**Aim of the exercise**
In the material below, the lines from the one containing "margin:0; padding:0; list-style:none" through the one containing "flex:none; width:44px; height:44px;" are to be given again exactly, ends included, and no others.

**Working data**
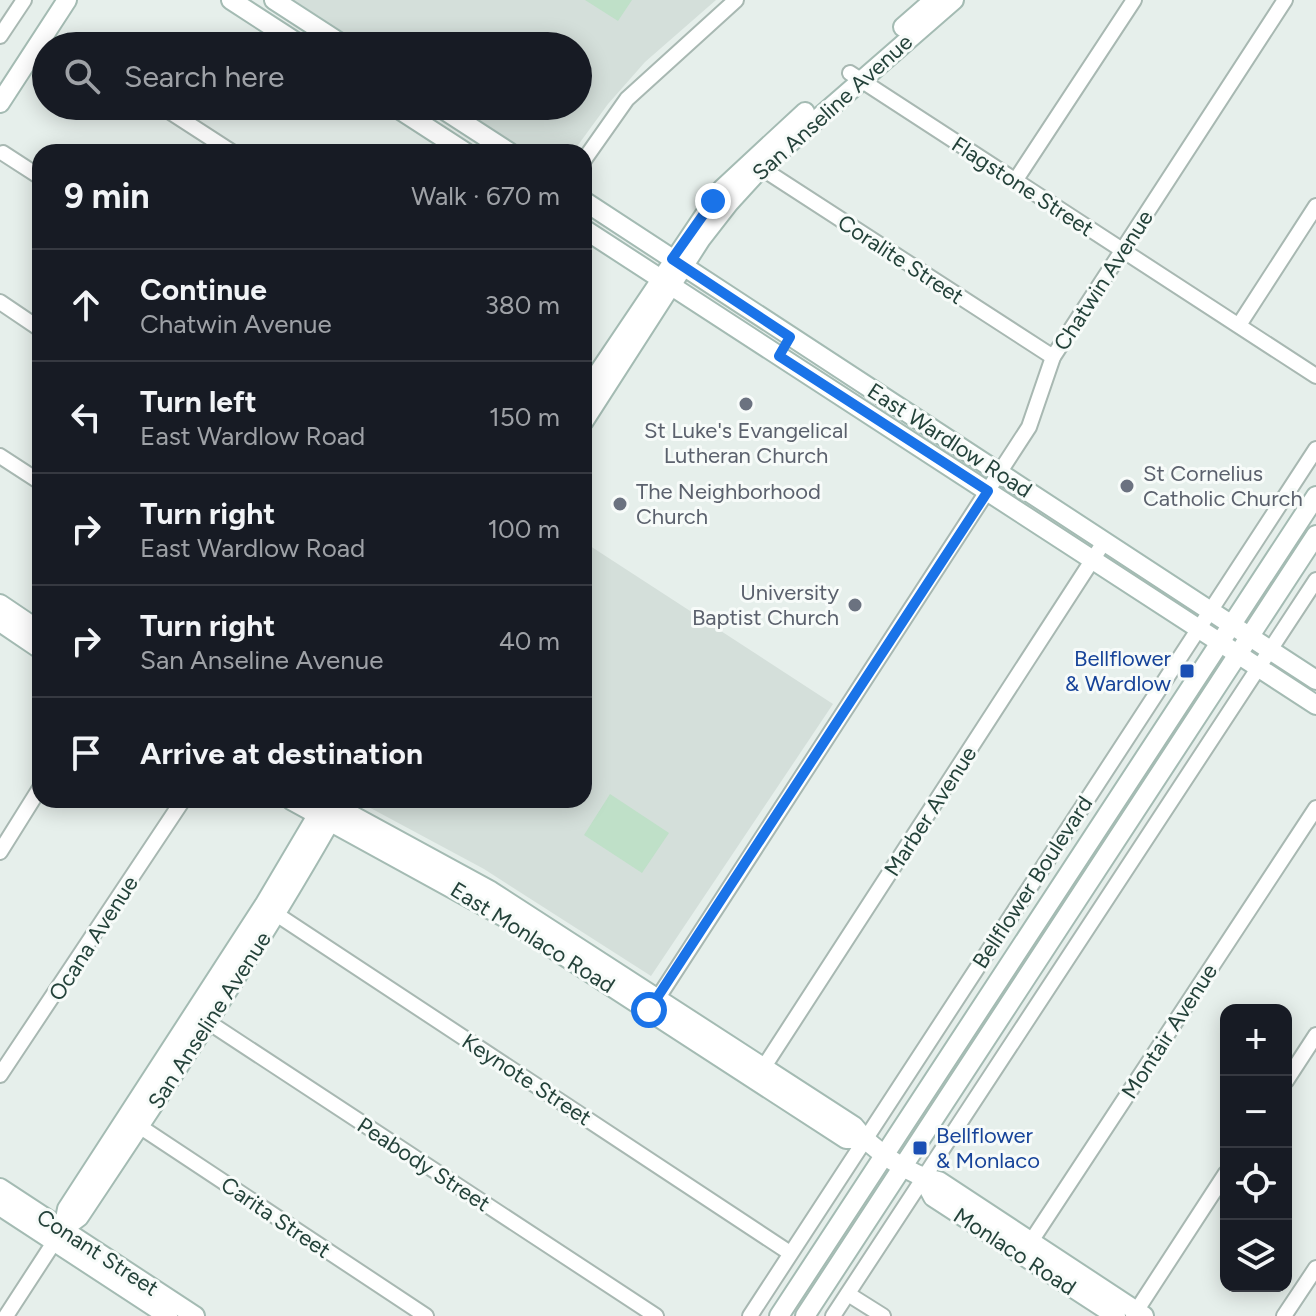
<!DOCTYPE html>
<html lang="en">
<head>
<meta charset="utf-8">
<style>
  body { margin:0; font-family:Figtree,sans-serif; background:#242831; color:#f1f3f6 }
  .controls { position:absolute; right:24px; bottom:24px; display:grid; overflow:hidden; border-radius:16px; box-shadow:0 4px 20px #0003 }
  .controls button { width:72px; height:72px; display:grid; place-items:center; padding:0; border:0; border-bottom:2px solid #363941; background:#171b24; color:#f1f3f6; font:40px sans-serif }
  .stop { position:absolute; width:24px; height:24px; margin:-18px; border:6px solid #1a73e8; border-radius:50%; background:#fff }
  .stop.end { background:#1a73e8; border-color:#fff; box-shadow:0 2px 8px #0008 }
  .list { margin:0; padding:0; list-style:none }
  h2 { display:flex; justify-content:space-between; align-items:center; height:104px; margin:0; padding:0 32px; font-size:34px }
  h2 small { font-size:26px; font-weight:400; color:#9ea1a6 }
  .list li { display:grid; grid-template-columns:52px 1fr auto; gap:24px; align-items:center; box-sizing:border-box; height:112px; padding:0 32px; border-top:2px solid #363941 }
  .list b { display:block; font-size:30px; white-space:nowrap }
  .list p { margin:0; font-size:26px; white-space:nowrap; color:#9ea1a6 }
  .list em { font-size:26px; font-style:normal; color:#9ea1a6 }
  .icon { flex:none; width:44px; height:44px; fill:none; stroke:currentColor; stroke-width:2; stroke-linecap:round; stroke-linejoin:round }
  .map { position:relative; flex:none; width:1316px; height:1316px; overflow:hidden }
  .search { position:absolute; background:#171b24; box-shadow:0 4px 20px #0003; left:32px; top:32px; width:560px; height:88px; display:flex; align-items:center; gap:20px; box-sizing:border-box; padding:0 28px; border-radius:44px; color:#9ea1a6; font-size:30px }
  .panel { position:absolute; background:#171b24; box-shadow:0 4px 20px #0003; left:32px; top:144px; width:560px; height:664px; border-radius:24px }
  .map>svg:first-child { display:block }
  .built { fill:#d4dfda }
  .green { fill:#bfe0c8 }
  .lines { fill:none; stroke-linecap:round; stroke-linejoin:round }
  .street-casing { stroke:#a8b8b2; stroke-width:18 }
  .secondary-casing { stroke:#a4bbb3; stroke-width:22 }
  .street { stroke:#fff; stroke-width:14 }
  .secondary { stroke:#fff; stroke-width:18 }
  .route { stroke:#1a73e8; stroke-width:10 }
  .worship-dot { fill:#6b7280; stroke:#f7fbf9; stroke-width:3 }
  .transit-dot { fill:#1a4fb4; stroke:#f7fbf9; stroke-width:3 }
  .labels { text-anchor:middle; stroke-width:6; stroke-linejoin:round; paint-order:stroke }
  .street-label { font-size:22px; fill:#24423a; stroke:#f7fbf9 }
  .worship-label { font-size:22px; fill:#5b616d; stroke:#f7fbf9; text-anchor:start }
  .transit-label { font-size:22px; fill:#164399; stroke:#f7fbf9; text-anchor:end }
</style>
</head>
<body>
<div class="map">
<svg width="1316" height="1316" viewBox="0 0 1316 1316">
  <rect width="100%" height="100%" fill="#e6efeb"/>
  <g class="built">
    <path d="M294,0H716L645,62L608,104L573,152H528L457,106H578V46H365Z"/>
    <path d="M584,542L833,704L651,976L484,869L363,804L362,800H584Z"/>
  </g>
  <g class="green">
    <path d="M585,0H632L618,21Z"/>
    <path d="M610,794L669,833L642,873L584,835Z"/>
  </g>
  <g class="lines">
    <defs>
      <g id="street">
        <path d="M0,36L24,0"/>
        <path d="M850,73L1316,376"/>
        <path d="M161,106L232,152"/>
        <path d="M3,153L40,177"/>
        <path d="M584,160L627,99L736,0"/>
        <path d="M755,164L1053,357"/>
        <path d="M1015,181L1134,0"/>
        <path d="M0,302L40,329"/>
        <path d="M1239,325L1316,206"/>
        <path d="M0,456L40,482"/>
        <path d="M0,852L40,788"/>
        <path d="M267,908L790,1253"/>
        <path d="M652,1007L1029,427L1053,357L1285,0"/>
        <path d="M199,1016L656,1316"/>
        <path d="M0,1075L183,800"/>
        <path d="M758,1076L1104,542"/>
        <path d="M1286,1081L1316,1035"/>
        <path d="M133,1122L426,1316"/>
        <path d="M1026,1249L1316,808"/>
        <path d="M848,1294L883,1316"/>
        <path d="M6,1316L60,1233"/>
        <path d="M750,1316L1316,449"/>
        <path d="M833,1316L1316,580"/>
        <path d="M1133,1316L1226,1173"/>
        <path d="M1284,1316L1316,1268"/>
      </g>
      <g id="secondary">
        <path d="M231,0L302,46"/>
        <path d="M274,0L345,46"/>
        <path d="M903,27L934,0"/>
        <path d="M0,103L67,0"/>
        <path d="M394,106L465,152"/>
        <path d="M438,106L509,152"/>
        <path d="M584,201L1316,680"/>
        <path d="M584,229L1316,705"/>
        <path d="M584,394L722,189L805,112"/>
        <path d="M584,421L701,239L729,203L761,168L954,0"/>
        <path d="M0,604L40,631"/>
        <path d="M0,622L40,649"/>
        <path d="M291,800L504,917L846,1139H864"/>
        <path d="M324,800L491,891L854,1126C872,1150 910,1176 939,1181L1144,1316"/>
        <path d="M923,1178L933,1197L1116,1316"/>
        <path d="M0,1188L195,1316"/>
        <path d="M0,1206L168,1316"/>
        <path d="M63,1229L79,1217C168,1083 257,951 336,811"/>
        <path d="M63,1229L67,1209L264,905L322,807"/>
        <path d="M779,1316L1316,496"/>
        <path d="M805,1316L1316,535"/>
      </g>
    </defs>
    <use href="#street" class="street-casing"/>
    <use href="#secondary" class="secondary-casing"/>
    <use href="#street" class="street"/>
    <use href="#secondary" class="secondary"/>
  </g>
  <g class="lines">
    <path class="route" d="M649,1010L988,491L779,356L790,337L672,259L713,201"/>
  </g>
  <g class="worship-dot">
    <circle cx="746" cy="404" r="8"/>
    <circle cx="1127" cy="486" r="8"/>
    <circle cx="620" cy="504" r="8"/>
    <circle cx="855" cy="605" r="8"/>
  </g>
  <g class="transit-dot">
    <rect x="1179" y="663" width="16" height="16" rx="4"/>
    <rect x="912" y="1140" width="16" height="16" rx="4"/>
  </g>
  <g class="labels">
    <g class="street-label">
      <text transform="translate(832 107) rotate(-42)" y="8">San Anseline Avenue</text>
      <text transform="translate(1023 186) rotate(33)" y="8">Flagstone Street</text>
      <text transform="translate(901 259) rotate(33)" y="8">Coralite Street</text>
      <text transform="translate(1103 280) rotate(-57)" y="8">Chatwin Avenue</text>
      <text transform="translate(950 440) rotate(33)" y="8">East Wardlow Road</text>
      <text transform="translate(930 811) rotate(-57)" y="8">Marber Avenue</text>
      <text transform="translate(1032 882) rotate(-57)" y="8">Bellflower Boulevard</text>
      <text transform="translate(533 937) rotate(32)" y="8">East Monlaco Road</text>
      <text transform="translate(93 938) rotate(-57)" y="8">Ocana Avenue</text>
      <text transform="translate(209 1020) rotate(-57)" y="8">San Anseline Avenue</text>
      <text transform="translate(1169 1031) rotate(-57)" y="8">Montair Avenue</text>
      <text transform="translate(527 1079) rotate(33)" y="8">Keynote Street</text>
      <text transform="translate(424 1164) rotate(33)" y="8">Peabody Street</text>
      <text transform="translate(276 1217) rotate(34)" y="8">Carita Street</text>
      <text transform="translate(1015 1251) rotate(33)" y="8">Monlaco Road</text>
      <text transform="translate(98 1252) rotate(33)" y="8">Conant Street</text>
    </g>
    <g class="worship-label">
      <text x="746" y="438" text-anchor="middle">St Luke's Evangelical<tspan x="746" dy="25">Lutheran Church</tspan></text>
      <text x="1143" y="481">St Cornelius<tspan x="1143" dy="25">Catholic Church</tspan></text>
      <text x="636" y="499">The Neighborhood<tspan x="636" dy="25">Church</tspan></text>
      <text x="839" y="600" text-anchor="end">University<tspan x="839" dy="25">Baptist Church</tspan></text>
    </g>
    <g class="transit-label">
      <text x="1171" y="666">Bellflower<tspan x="1171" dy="25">&amp; Wardlow</tspan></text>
      <text x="936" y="1143" text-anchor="start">Bellflower<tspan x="936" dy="25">&amp; Monlaco</tspan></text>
    </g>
  </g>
</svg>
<div class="controls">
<button>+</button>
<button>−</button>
<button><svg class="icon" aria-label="locate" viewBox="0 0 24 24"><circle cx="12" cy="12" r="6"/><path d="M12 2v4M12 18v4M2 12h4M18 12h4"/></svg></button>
<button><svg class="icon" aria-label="layers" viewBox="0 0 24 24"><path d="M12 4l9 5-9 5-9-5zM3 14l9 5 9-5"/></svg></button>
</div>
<div class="stop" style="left:649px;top:1010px"></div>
<div class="stop end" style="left:713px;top:201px"></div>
<div class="search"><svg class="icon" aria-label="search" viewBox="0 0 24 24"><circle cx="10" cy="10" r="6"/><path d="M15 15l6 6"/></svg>Search here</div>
<section class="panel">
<h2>9 min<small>Walk · 670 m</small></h2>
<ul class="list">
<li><svg class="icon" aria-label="ahead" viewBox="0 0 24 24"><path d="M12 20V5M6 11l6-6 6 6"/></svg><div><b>Continue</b><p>Chatwin Avenue</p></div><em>380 m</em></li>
<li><svg class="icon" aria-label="left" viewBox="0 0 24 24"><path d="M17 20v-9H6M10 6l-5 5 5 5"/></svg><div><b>Turn left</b><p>East Wardlow Road</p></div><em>150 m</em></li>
<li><svg class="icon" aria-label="right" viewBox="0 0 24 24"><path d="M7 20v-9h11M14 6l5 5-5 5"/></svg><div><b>Turn right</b><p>East Wardlow Road</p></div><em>100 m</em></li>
<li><svg class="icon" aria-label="right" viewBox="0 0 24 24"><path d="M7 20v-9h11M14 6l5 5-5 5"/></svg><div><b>Turn right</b><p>San Anseline Avenue</p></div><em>40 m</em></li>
<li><svg class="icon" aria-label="arrive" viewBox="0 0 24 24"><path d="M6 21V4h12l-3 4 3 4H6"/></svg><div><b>Arrive at destination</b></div></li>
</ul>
</section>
</div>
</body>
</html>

**Finished task**
  .list { margin:0; padding:0; list-style:none }
  h2 { display:flex; justify-content:space-between; align-items:center; height:104px; margin:0; padding:0 32px; font-size:34px }
  h2 small { font-size:26px; font-weight:400; color:#9ea1a6 }
  .list li { display:grid; grid-template-columns:52px 1fr auto; gap:24px; align-items:center; box-sizing:border-box; height:112px; padding:0 32px; border-top:2px solid #363941 }
  .list b { display:block; font-size:30px; white-space:nowrap }
  .list p { margin:0; font-size:26px; white-space:nowrap; color:#9ea1a6 }
  .list em { font-size:26px; font-style:normal; color:#9ea1a6 }
  .icon { flex:none; width:44px; height:44px; fill:none; stroke:currentColor; stroke-width:2; stroke-linecap:round; stroke-linejoin:round }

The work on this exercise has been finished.